Exercise details: Scan the records below and say how many lines include the word "label", giving no other text.

Saved data entries:
*-*-*

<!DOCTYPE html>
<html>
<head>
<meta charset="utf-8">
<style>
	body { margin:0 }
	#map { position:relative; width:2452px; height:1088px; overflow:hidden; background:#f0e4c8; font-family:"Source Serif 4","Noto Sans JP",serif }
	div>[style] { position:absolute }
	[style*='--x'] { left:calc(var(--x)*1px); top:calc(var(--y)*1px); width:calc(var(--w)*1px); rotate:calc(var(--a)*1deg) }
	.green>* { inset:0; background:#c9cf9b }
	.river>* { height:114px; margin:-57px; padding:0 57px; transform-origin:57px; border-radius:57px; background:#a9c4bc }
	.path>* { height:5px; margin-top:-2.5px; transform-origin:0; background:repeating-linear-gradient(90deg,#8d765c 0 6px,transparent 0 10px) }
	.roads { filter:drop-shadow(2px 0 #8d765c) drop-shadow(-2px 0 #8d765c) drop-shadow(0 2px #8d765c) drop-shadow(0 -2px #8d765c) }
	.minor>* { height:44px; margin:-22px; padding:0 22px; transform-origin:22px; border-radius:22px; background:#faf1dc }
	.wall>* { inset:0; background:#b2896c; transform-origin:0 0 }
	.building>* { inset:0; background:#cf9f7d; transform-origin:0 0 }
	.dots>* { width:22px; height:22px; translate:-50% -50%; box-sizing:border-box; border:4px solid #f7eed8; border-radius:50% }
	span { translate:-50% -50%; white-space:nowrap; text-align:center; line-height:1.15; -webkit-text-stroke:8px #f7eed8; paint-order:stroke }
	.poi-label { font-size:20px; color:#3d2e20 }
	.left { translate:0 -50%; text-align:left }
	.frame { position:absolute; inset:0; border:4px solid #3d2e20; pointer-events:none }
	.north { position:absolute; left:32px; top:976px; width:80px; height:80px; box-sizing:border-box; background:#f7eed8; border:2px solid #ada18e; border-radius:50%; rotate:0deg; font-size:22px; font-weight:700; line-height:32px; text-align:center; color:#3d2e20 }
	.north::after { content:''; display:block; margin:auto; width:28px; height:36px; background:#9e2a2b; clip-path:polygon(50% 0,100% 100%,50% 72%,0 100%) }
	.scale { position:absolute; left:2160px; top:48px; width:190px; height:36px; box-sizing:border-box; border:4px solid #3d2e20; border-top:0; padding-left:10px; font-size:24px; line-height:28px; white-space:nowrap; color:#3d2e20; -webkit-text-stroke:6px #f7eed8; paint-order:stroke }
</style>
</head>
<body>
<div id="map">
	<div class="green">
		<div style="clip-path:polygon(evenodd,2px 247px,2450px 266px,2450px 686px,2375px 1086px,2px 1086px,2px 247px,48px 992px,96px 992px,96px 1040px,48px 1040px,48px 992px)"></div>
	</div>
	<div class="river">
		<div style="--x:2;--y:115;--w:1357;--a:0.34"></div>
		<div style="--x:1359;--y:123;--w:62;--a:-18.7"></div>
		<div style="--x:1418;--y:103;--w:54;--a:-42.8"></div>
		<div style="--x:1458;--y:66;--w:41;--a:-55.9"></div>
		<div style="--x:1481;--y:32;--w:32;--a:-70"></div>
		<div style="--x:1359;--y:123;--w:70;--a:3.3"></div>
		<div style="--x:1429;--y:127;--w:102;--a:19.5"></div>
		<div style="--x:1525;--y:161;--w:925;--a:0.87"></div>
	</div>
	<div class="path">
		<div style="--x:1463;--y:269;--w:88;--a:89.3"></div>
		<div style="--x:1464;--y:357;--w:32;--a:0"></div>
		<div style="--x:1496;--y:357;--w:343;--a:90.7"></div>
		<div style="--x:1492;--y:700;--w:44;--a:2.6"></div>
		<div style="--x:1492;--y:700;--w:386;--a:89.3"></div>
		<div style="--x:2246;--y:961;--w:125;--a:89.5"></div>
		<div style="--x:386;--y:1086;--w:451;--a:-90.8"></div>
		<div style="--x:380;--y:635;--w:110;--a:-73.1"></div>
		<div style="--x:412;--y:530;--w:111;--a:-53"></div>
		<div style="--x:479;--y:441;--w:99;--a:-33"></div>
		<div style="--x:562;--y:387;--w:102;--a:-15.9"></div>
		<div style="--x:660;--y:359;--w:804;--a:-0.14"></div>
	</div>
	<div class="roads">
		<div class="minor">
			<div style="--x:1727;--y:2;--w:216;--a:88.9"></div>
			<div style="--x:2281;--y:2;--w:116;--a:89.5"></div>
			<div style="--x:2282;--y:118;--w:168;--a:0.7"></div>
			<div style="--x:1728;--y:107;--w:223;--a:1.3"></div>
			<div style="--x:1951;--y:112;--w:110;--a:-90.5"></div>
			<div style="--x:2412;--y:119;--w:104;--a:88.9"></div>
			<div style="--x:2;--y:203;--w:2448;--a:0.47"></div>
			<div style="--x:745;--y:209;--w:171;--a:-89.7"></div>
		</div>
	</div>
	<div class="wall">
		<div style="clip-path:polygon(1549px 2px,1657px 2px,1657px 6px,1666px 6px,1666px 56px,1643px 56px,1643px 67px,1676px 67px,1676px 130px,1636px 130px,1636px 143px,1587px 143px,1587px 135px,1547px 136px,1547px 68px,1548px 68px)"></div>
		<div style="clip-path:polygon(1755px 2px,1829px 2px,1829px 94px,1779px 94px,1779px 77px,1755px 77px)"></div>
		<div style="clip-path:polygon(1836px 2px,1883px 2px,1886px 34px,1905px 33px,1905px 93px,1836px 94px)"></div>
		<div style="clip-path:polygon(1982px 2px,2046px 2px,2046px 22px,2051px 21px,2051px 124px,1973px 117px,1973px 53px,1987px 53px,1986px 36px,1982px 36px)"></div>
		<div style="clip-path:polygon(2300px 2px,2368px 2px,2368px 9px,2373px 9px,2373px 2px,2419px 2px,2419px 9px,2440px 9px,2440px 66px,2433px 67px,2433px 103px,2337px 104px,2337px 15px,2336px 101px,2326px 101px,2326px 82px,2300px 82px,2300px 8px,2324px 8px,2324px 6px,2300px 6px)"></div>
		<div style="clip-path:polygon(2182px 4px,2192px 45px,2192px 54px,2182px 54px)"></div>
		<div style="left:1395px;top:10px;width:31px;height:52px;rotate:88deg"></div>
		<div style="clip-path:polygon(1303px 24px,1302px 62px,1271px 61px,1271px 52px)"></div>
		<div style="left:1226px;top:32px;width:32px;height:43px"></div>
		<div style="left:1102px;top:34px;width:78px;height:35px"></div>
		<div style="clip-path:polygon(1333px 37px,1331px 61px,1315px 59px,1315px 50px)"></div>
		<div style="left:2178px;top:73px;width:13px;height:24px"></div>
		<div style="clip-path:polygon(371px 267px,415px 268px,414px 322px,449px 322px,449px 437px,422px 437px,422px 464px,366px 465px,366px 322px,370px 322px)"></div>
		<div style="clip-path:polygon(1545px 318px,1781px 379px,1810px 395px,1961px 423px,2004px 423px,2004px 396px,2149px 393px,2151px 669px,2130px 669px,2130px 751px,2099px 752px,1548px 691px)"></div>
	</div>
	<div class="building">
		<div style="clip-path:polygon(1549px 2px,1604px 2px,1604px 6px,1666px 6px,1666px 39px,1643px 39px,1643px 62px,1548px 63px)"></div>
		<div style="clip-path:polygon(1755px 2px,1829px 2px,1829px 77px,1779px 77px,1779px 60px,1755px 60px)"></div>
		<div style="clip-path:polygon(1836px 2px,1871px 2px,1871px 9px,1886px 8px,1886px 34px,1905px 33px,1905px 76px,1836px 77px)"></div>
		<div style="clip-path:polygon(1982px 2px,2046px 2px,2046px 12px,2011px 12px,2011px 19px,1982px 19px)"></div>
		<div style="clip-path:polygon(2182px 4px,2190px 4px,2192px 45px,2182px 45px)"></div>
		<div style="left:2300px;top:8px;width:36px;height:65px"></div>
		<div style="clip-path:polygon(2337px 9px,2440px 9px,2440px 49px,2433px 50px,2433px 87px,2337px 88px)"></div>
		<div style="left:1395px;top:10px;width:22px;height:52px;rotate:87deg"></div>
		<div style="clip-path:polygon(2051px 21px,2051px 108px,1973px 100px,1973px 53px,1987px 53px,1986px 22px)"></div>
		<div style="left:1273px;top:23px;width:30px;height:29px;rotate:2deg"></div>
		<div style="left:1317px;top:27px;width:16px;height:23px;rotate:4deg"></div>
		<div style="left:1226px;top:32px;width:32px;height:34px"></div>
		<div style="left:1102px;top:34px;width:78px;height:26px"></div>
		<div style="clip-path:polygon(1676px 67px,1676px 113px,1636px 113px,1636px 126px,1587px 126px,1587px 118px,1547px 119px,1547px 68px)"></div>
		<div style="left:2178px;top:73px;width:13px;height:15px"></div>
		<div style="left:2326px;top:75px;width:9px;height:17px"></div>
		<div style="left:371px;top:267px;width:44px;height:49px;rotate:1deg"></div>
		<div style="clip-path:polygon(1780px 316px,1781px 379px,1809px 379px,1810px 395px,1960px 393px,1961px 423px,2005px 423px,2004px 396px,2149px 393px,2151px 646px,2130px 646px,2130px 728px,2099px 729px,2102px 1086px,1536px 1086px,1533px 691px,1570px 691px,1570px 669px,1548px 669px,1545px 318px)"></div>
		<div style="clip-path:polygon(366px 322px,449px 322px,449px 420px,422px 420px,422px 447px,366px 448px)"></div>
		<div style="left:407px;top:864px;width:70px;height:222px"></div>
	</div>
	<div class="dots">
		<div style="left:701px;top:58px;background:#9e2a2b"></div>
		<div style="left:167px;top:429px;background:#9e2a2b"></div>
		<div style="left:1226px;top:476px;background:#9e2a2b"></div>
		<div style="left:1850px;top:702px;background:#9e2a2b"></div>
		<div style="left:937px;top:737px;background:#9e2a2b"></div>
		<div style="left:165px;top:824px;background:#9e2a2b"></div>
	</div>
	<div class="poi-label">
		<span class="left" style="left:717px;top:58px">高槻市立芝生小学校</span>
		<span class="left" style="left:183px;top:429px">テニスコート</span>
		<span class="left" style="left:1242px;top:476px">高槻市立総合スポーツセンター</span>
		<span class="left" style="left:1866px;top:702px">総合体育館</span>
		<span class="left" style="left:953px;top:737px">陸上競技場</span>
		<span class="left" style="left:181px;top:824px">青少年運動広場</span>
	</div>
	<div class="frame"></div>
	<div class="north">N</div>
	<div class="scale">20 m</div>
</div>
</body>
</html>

*-*-*

Result below: 2